Mucha oferta de empleo, pero pocas contrataciones

Por Héctor Fernando Guerrero Rodríguez

Tijuana es una ciudad con características muy particulares en varios sentidos. Empezando por su ubicación surgida de manera más circunstancial que planeada, hasta la amalgama de culturas de varias partes del país, incluso del mundo. Lo anterior la hace atractiva en varios aspectos como el económico o el de diversión. Pero también esta particularidad permite otros fenómenos que, si no son únicos tal vez son poco comunes. Uno de ellos el laboral.

Hace años escuchaba al Dr. Juan Morales del despacho Ruiz-Morales comentar que el grueso de la población en Tijuana, aun cuando no supieran de índices de desempleo, inflación, PIB o datos similares, sabían cuándo podían cambiar de empleo sin verse realmente afectados y cuándo dejar de hacerlo porque sería muy probable que quedaran en situación de desempleo. Lo anterior era posible gracias a que se basaban principalmente en el “Índice Manta”, el cual era, si había un gran número de empresas con mantas en sus paredes indicando que están contratando, eso significaba que había una sobre oferta de empleo.

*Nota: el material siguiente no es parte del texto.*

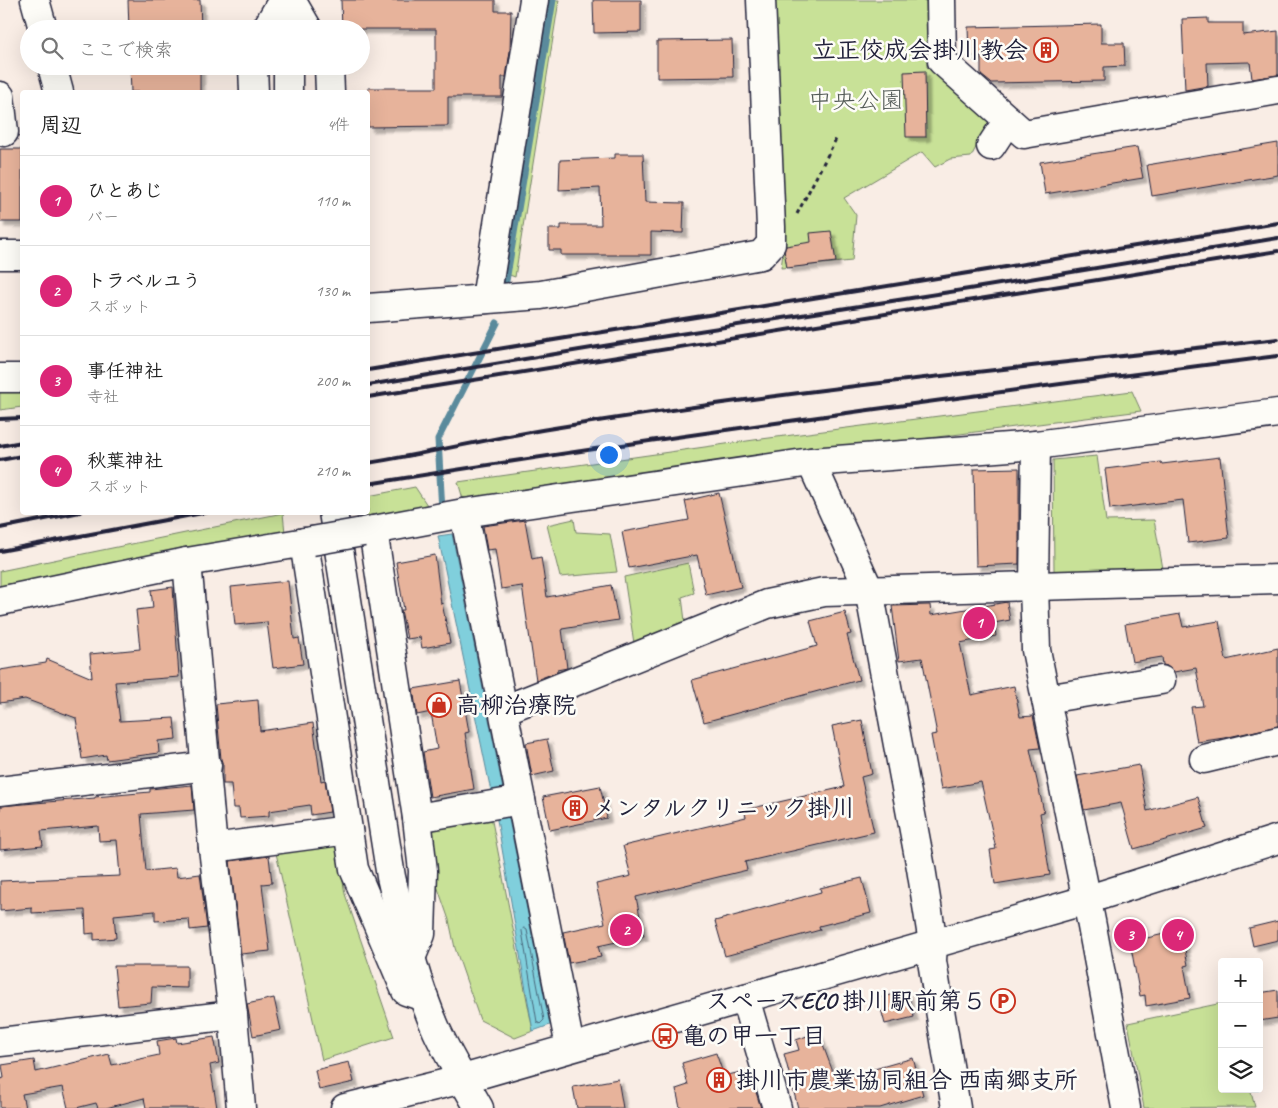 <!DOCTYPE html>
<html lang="ja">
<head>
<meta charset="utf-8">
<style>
	:root { --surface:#fff; --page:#f2f2f2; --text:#222; --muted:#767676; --line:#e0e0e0; --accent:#db2777 }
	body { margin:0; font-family:Caveat,"Klee One",sans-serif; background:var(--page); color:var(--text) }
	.controls { position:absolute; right:15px; bottom:15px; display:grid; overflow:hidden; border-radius:5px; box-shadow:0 5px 20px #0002 }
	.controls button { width:45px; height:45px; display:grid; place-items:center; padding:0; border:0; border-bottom:1px solid var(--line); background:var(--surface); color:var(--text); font:25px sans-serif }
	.you { position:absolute; left:608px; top:454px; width:18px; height:18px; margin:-12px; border:4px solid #fff; border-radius:50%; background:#1a73e8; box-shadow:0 0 0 8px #1a73e833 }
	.badge { display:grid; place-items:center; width:32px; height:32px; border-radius:50%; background:var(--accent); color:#fff; font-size:16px; font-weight:700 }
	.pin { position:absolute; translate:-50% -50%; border:2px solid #fff; box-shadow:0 1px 5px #0006 }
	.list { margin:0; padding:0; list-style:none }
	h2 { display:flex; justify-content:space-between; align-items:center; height:65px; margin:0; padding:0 20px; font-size:21px }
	h2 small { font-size:16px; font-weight:400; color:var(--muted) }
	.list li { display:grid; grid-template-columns:32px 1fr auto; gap:15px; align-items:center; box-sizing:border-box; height:90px; padding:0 20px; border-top:1px solid var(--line) }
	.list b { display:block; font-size:19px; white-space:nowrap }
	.list p { margin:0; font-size:16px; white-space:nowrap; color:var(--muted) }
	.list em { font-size:16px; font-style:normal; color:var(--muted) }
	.icon { flex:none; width:28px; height:28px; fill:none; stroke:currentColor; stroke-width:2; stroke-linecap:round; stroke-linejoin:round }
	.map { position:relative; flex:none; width:1278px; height:1108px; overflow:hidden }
	.search { position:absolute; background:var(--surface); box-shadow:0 5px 20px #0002; left:20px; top:20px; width:350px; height:55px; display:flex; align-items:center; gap:12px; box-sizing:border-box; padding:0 18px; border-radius:28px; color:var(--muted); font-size:19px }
	.panel { position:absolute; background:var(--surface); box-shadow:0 5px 20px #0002; left:20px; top:90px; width:350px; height:425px; border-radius:5px }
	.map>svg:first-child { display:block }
</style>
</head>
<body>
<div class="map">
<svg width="1278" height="1108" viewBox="0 0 1278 1108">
	<defs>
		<filter id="shadow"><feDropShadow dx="4.5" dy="4.5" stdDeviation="1" flood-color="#0004"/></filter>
	</defs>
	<rect width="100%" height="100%" fill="#f9ede5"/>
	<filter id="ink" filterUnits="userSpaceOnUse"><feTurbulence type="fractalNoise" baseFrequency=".02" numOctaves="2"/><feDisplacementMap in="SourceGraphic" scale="10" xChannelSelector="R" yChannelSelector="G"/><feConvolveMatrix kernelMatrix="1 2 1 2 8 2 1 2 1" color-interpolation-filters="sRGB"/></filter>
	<g filter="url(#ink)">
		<g fill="#c8e197" stroke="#758269">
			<polygon points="540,0 559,0 515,277 501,272"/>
			<polygon points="775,0 926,0 927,67 990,120 971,157 950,159 935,167 922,152 844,198 856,215 852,261 781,268 784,246"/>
			<polygon points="22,391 22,407 0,410 0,392"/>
			<path d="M 1132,391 L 1141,411 C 915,439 689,470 463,499 L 458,482 L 754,440 Z"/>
			<polygon points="1097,456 1106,521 1154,520 1164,574 1054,572 1053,460"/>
			<polygon points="415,487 429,508 362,518 361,513 368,512 368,496"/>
			<polygon points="283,513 285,533 0,589 0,571"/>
			<polygon points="574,519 576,532 610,534 617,572 560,577 547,525"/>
			<polygon points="688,563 694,593 682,597 686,629 635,650 624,577"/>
			<polygon points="491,816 533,1031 515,1038 480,1020 455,948 449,920 433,874 428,828"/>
			<polygon points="336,839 345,894 394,1037 322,1060 276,853"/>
			<polygon points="1222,1003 1222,1089 1250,1089 1255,1107 1144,1108 1128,1023"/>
		</g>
		<polygon fill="#80cfdc" stroke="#5a8a9c" points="452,534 550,1025 533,1031 498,825 438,536"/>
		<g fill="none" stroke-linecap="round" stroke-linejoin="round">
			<polygon stroke="#48677b" stroke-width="1" points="524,928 527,930 544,1020 540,1024 537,1022 522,931"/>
			<g stroke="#5a8a9c" stroke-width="7">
				<polyline points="505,287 553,0"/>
				<polyline points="442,511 438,439 497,323"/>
			</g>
		</g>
		<g fill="#e7b39b" stroke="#22223b" filter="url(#shadow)">
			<polygon points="128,0 200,0 201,29 129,29"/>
			<polygon points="341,0 495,0 495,11 511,11 510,51 506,77 502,77 502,97 448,97 448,126 368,127 368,88 436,88 436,29 342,29"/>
			<polygon points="593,0 641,0 641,32 594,33"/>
			<polygon points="1208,18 1208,23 1243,23 1243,35 1278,31 1278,75 1252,79 1250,62 1207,63 1208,86 1185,90 1182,19"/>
			<polygon points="1101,24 1101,43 1124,43 1125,66 1104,67 1104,81 991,83 981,75 981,56 969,56 968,27"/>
			<polygon points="732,40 733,77 657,78 657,41"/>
			<polygon points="130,66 200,66 200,92 131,92"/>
			<polygon points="925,71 926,137 906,137 904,72"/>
			<polygon points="1278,143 1278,175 1152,196 1147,165"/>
			<polygon points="1137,147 1143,178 1045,194 1040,162"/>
			<rect x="0" y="149" width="22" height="73"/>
			<polygon points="615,154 643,154 645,202 684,203 683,233 651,232 651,255 561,255 561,250 549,250 549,229 561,229 561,225 601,225 600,188 559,190 560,160 615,158"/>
			<polygon points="831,231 836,262 787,268 784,250 786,246 811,242 810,233"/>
			<polygon points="1220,457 1229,538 1188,543 1183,500 1110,509 1105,469 1161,462 1162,464"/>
			<polygon points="1019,468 1019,564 976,566 974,469"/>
			<polygon points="719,493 741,587 706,595 697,555 629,568 622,532 689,520 685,501"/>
			<polygon points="525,520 532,559 541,557 547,597 611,585 618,620 562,629 567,668 557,670 557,672 536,680 522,586 501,589 495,549 487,550 483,526"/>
			<polygon points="435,555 441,604 442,603 450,643 422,648 420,637 407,639 401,610 404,610 396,562"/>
			<polygon points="288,581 294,639 299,638 303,664 273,668 267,622 235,625 231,587"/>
			<polygon points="173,587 179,677 115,682 120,721 174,718 176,739 158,741 159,753 107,760 106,755 82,759 76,718 25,699 0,703 0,670 46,663 47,659 92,678 90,654 140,649 136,610 153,608 151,590"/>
			<polygon points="1007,602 1010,620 994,623 996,636 960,643 971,695 1014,686 1020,717 1033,716 1040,748 1030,749 1044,812 1040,813 1050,875 995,884 990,850 996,849 981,782 941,789 931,735 937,734 922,658 899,661 892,606 930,605 931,615"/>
			<polygon points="845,612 851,634 847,635 859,680 704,722 692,680 817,646 810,621"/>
			<polygon points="1180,614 1183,627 1219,621 1226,660 1278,648 1278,726 1224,738 1197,742 1191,707 1203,706 1196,668 1174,672 1167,666 1163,665 1162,657 1132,662 1125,624"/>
			<polygon points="460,681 469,732 465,733 474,789 430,797 423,752 437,749 431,712 417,715 413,689"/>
			<polygon points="258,700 260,731 313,723 321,781 325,780 330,812 311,815 310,805 269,811 269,816 240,818 239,808 233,808 231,784 223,784 223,765 221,759 216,704"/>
			<polygon points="862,720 872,774 861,777 874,832 745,862 747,870 636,897 644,936 598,946 601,957 569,963 563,932 605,923 596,884 631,876 623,846 746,817 744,810 844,787 832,726"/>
			<polygon points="547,739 554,771 532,776 526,743"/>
			<polygon points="1139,765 1147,811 1198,797 1207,828 1134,849 1121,803 1084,810 1077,776"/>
			<polygon points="192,785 194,810 141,814 146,871 176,868 177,877 200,874 207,928 190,930 189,919 155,921 155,911 114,915 116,938 94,940 94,933 86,934 85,910 32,913 32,908 0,911 0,881 120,876 117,840 99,841 98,826 41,831 43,846 0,850 0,806 95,798 95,797 150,792 150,789"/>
			<polygon points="600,786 607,818 550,830 543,797"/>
			<polygon points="269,856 272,883 262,884 270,951 241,954 230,861"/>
			<polygon points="862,878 871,913 819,926 820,930 725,956 715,921 821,892 820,888"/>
			<polygon points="1278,921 1278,940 1253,946 1249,928"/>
			<polygon points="1181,930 1188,965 1184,966 1190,998 1146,1006 1145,995 1140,996 1130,942"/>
			<polygon points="114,966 187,966 187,988 152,987 151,1003 118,1006"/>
			<polygon points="1278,990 1278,1018 1259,1021 1259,993"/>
			<polygon points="907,991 914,1017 885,1024 878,998"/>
			<polygon points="274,998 281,1030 253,1036 247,1004"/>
			<polygon points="818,1032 836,1080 913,1058 923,1095 880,1108 798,1108 784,1054 799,1050 796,1040"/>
			<polygon points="214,1037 219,1063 210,1065 217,1108 146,1108 144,1098 106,1108 98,1108 96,1103 76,1108 68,1108 63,1087 22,1094 25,1108 0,1108 0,1079 4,1078 2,1065 34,1060 36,1072 109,1054 112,1065 159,1055 157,1041 176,1038 177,1043"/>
			<polygon points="716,1053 724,1076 749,1070 761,1108 680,1108 676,1089 688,1085 682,1063"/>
			<polygon points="349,1062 354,1082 319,1090 315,1070"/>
			<polygon points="618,1079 623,1108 577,1108 573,1087"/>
		</g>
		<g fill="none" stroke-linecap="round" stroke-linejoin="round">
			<defs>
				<g id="minor">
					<polyline points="35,0 43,29"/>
					<polyline points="291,0 308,29"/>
					<polyline points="941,0 942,61 1024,134 1278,90"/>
					<polyline points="266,29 283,0"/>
					<polyline points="52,66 59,92"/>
					<polyline points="253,66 254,92"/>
					<polyline points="329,66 330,92"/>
					<polyline points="0,96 4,132"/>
					<polyline points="991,146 1008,120"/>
					<polyline points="0,255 22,255"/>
					<polyline points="486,299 534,0"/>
					<polyline points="368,308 541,295 761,255 771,244 771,227 761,0"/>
					<polyline points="0,378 22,378"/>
					<polyline points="1036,445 1034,585 1036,650 1091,921 1126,1108"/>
					<polyline points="811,462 869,590 921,868 933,943 932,961 956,1108"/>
					<polyline points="464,513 570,1047"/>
					<polyline points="373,530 417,818 423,871 421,934 411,958"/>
					<polyline points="363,532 464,513 811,462 1036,445 1278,413"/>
					<polyline points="304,542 354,869 406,991 424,997"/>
					<polyline points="187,562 213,848 233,1015 241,1108"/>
					<polyline points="0,601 187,562 312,541"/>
					<polyline points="1046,699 1161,680"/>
					<polyline points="504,710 767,604 824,592 1278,579"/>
					<polyline points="1204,759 1278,741"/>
					<polyline points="0,791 207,766"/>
					<polyline points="417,818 521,800"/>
					<polyline points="213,848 348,830"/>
					<polyline points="745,998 777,1108"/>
					<polyline points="0,1042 233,1015"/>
					<polyline points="345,1108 463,1079"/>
				</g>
				<g id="tertiary">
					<polyline points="287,0 287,29"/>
					<polyline points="288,66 288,92"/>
					<path d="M 333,512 L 391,877 C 403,929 415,982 437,1031 C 449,1057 465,1083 479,1108"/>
					<polyline points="463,1079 1086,900 1278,839"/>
				</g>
			</defs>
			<use href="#minor" stroke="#22223b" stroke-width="31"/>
			<use href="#tertiary" stroke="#22223b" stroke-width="31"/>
			<polyline stroke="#22223b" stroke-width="3" stroke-dasharray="4 4" stroke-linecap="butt" points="797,214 836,139"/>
			<use href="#minor" stroke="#fdfcf7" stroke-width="28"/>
			<use href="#tertiary" stroke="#fdfcf7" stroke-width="28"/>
			<g stroke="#22223b" stroke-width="4">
				<polyline points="368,370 1278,223"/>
				<polyline points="368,385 622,343 969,289 1278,238"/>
				<polyline points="368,397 1278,251"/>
				<polyline points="0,419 22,418"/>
				<polyline points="0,446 22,442"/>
				<polyline points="0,460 22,456"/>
				<path d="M 368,463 C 430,453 491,438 554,428 C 794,389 1037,366 1278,339"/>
				<path d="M 368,484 C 532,457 696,434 861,411 C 1000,392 1139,373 1278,356"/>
				<polyline points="0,528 80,512"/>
				<polyline points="0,551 208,512"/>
			</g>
			<defs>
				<polyline id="minor-bridge" points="312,541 363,532"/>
			</defs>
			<use href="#minor-bridge" stroke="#22223b" stroke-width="31" stroke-linecap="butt"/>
			<use href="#minor-bridge" stroke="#fdfcf7" stroke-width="28"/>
		</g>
	</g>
	<defs>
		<symbol id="building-ring" viewBox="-11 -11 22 22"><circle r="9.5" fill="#fdfcf7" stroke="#c8321e" stroke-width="1.5"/><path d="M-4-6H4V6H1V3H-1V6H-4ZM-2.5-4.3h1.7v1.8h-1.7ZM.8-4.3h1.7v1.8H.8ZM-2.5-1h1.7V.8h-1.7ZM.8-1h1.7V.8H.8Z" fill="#c8321e"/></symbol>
		<symbol id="shop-ring" viewBox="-11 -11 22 22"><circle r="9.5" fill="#fdfcf7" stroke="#c8321e" stroke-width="1.5"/><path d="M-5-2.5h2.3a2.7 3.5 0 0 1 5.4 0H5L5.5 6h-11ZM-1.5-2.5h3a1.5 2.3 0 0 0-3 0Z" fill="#c8321e"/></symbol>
		<symbol id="parking-ring" viewBox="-11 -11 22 22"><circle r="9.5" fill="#fdfcf7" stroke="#c8321e" stroke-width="1.5"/><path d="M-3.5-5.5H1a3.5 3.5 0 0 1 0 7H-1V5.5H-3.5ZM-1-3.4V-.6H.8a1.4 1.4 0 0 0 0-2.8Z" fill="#c8321e"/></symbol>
		<symbol id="bus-ring" viewBox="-11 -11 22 22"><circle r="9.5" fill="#fdfcf7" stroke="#c8321e" stroke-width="1.5"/><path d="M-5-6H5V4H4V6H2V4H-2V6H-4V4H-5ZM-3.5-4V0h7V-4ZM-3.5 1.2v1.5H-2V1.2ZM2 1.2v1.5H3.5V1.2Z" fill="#c8321e"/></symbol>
	</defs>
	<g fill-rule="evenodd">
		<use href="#building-ring" x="1032" y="36" width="28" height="28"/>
		<use href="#shop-ring" x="425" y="691" width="28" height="28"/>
		<use href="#building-ring" x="561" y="794" width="28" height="28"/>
		<use href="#parking-ring" x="989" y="987" width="28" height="28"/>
		<use href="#bus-ring" x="651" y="1022" width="28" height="28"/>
		<use href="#building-ring" x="705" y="1066" width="28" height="28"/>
	</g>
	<g text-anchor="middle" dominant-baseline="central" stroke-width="5" stroke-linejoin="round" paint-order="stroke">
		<g font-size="24" font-weight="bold" fill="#22223b" stroke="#fdfcf7" text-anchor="start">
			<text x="1028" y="50" text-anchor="end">立正佼成会掛川教会</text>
			<text x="456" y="705">高柳治療院</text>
			<text x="592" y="808">メンタルクリニック掛川</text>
			<text x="986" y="1001" text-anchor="end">スペースECO 掛川駅前第５</text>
			<text x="682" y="1036">亀の甲一丁目</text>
			<text x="736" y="1080">掛川市農業協同組合 西南郷支所</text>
		</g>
		<g font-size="24" fill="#545b57" stroke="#fdfcf7">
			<text x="856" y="100">中央公園</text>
		</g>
	</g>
</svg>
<div class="controls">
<button>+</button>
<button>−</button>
<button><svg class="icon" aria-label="layers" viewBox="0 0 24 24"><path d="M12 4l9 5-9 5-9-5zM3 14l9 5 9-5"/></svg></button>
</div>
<div class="you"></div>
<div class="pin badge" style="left:979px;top:623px">1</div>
<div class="pin badge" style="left:626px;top:930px">2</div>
<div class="pin badge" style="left:1130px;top:935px">3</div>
<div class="pin badge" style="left:1178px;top:935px">4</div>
<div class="search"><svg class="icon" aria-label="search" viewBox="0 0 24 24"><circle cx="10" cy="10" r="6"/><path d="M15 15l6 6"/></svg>ここで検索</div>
<section class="panel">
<h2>周辺<small>4件</small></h2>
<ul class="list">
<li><span class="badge">1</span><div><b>ひとあじ</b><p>バー</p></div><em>110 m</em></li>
<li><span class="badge">2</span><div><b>トラベルユう</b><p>スポット</p></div><em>130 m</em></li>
<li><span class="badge">3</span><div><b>事任神社</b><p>寺社</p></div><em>200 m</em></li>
<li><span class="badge">4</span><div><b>秋葉神社</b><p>スポット</p></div><em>210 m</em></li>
</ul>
</section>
</div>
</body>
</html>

Cuando estas mantas empezaban a ser retiradas; evidentemente significaba que era momento de dejar de cambiar de empleo.

Hoy en día, aunque se siguen viendo mantas en las fábricas, ya no son del mismo tamaño como solían ser en el pasado en el que casi cubrían toda una pared. Como si el tamaño de estas asegurara la cantidad y calidad de candidatos. También se han dejado de ver globos gigantescos en los techos. En realidad, la verdadera acción en términos de reclutamiento sucede en las redes sociales, principalmente en Facebook, en donde la actividad de reclutamiento puede verse en los grupos donde publican vacantes de varias empresas y el candidato puede desde la comodidad de su casa y sin invertir en transporte público evaluar distintas opciones laborales y elegir la que más le convenga en términos de ubicación, salario, tipo de empresa y hasta prestaciones. Basta con pedir información por mensaje privado para lograr ser citado en la empresa de su preferencia.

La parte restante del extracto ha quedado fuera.